Кое-что владельцы успели вывезти за границу, что-то спрятали, многое большевики еще не успели найти и отобрать... Но и зимой 1918 года богатства большевиков оценивались в сумму по крайней мере несколько миллиардов тогдашних золотых рублей.

Вопрос мог стоять только так: куда эти средства пойдут?

Вот история, рассказанная Яковом Самуэлевичем Рейхом — ему в сентябре 1919 года поручили организовать в Берлине резидентуру Коминтерна. Оказывается, кроме партийной и государственной, существовала еще одна касса, секретная, и Ленин распоряжался ею единолично. Заведовал ею некто Ганецкий...

Рейх пишет: «Я знал Ганецкого уже много лет, и он меня принял как старого знакомого товарища. Выдал 1 миллион рублей в валюте — немецкой и шведской. Затем он повел меня в кладовую секретной партийной кассы... Повсюду золото и драгоценности: драгоценные камни, вынутые из оправы, лежали кучками на полках, кто-то явно пытался сортировать и бросил. В ящике около входа полно колец. В других золотая оправа, из которой уже вынуты камни. Ганецкий обвел фонарем вокруг и улыбаясь говорит: «Выбирайте!» Потом он объяснил, что это драгоценности, отобранные ЧК у частных лиц — по указанию Ленина. «Все это добыто капиталистами путем ограбления народа» — так будто бы сказал Ленин. Мне было очень неловко отбирать — как производить оценку? Ведь я в камнях ничего не понимаю. «А я, думаете, понимаю больше? — ответил Ганецкий. — Сюда попадают только те, кому Ильич доверяет. Отбирайте их на глаз, сколько считаете нужным. Ильич написал, чтобы вы взяли побольше»... Наложил полный чемодан камнями, — золото не брал, громоздко. Никакой расписки на камни с меня не спрашивали — на валюту, конечно, расписку я выдал...».

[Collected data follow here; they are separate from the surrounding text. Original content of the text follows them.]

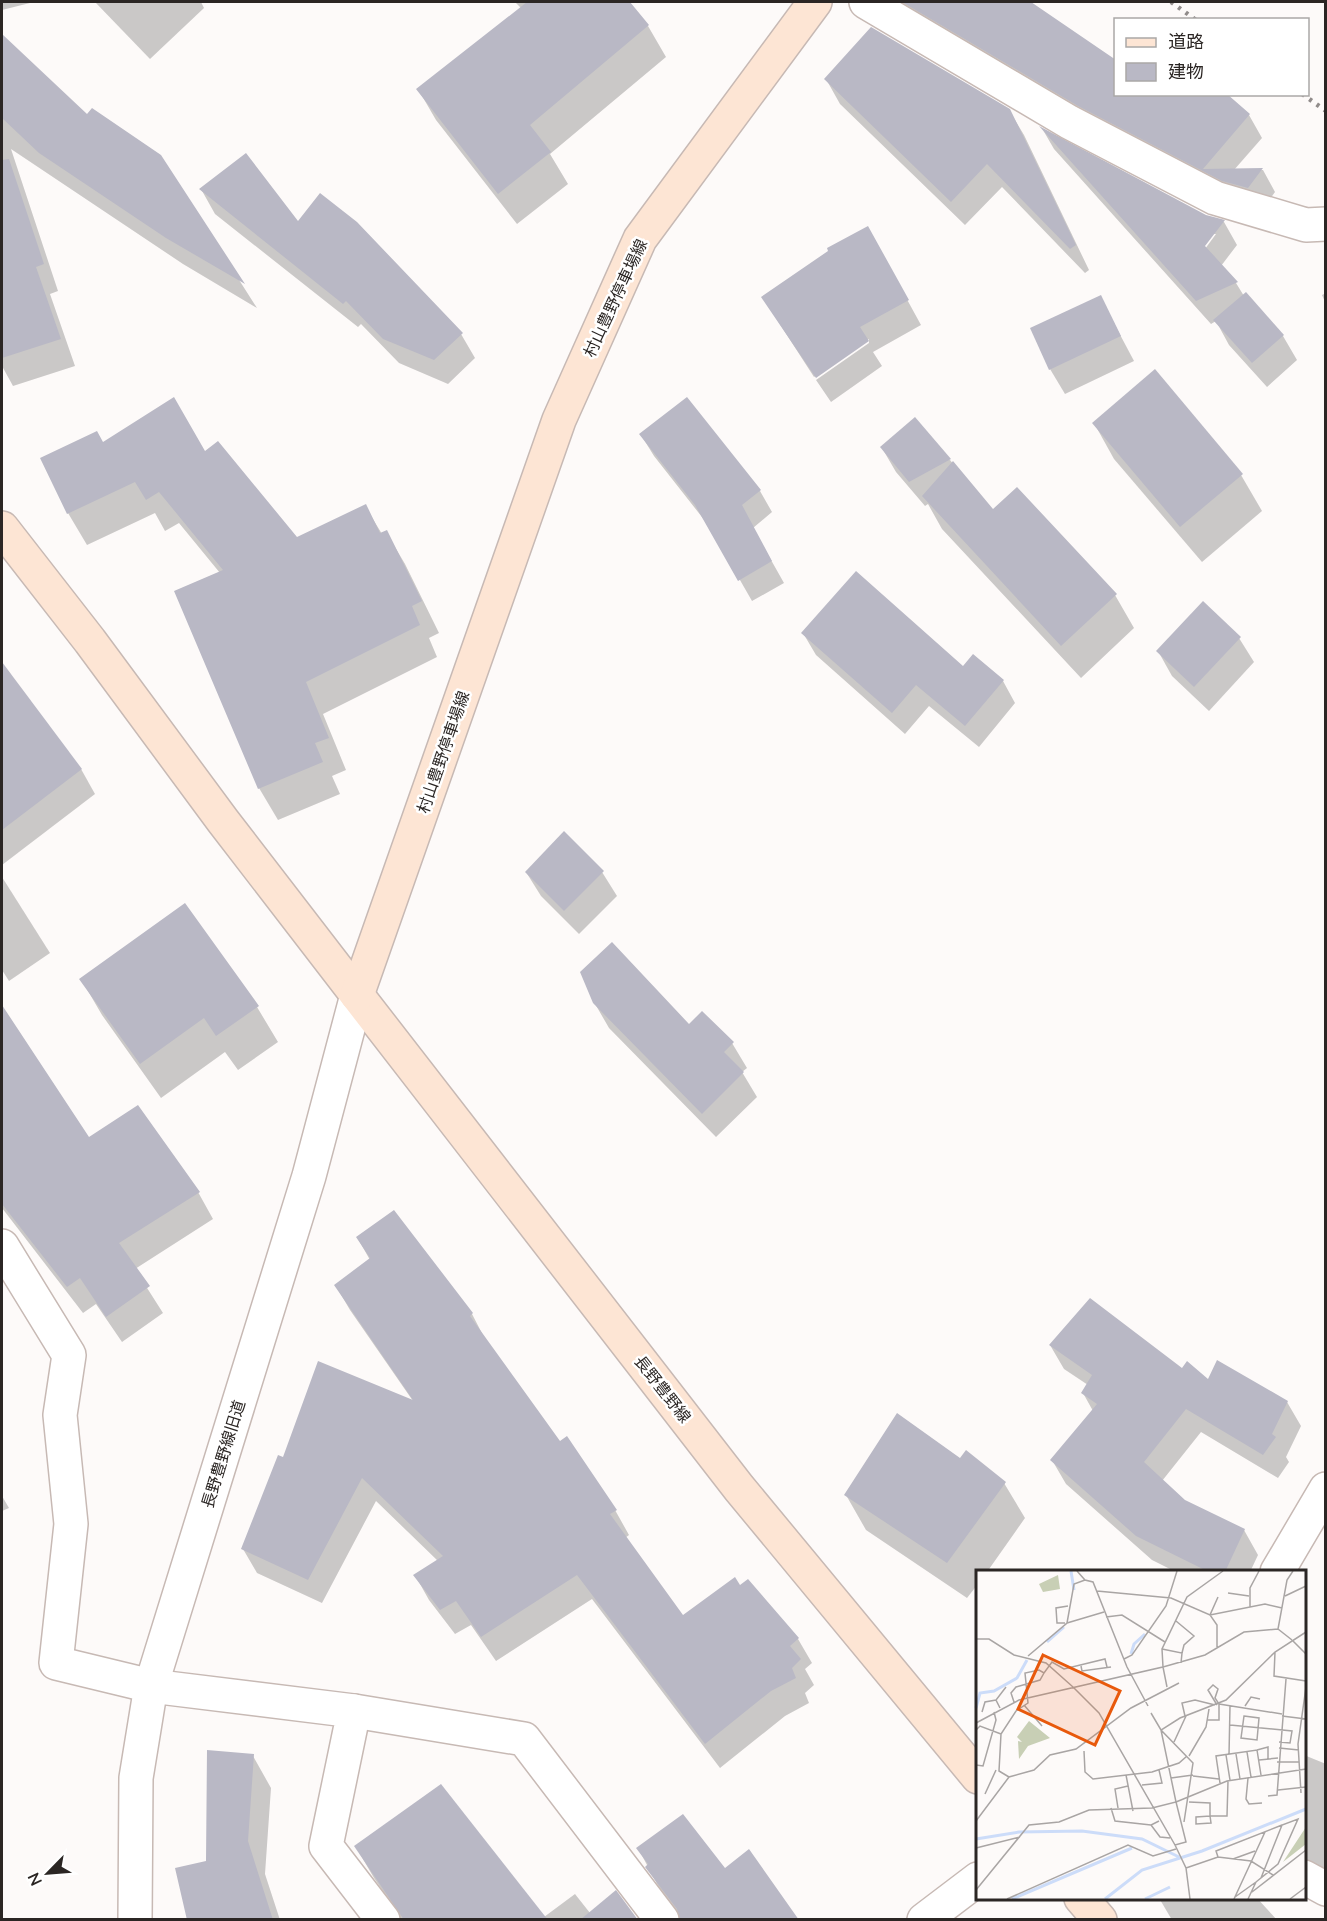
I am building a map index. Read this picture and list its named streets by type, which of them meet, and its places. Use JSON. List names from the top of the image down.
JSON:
{
  "streets": {
    "main road": ["村山豊野停車場線", "長野豊野線"],
    "street": ["長野豊野線旧道"]
  },
  "crossings": [
    ["村山豊野停車場線", "長野豊野線"],
    ["村山豊野停車場線", "長野豊野線旧道"],
    ["長野豊野線", "長野豊野線旧道"]
  ],
  "legend": ["道路", "建物"],
  "north": "bottom left"
}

Страшной зимой 1918 года Лариса Рейснер, интимная подружка Инессы Арманд и половины ЦК, в мраморных дворцах держала большой штат прислуги и принимала ванны из пяти сортов шампанского. Ей пытались выговаривать, и Рейснер недоуменно щурилась:

— Разве мы делали революцию не для себя?

Поведение Рейснер, может быть, и «перебор», но вот Морозов, старый народоволец, а потом большевик, получил в личное пожизненное владение поместье Борок, с двухэтажным домом, тремя флигелями и огромным парком.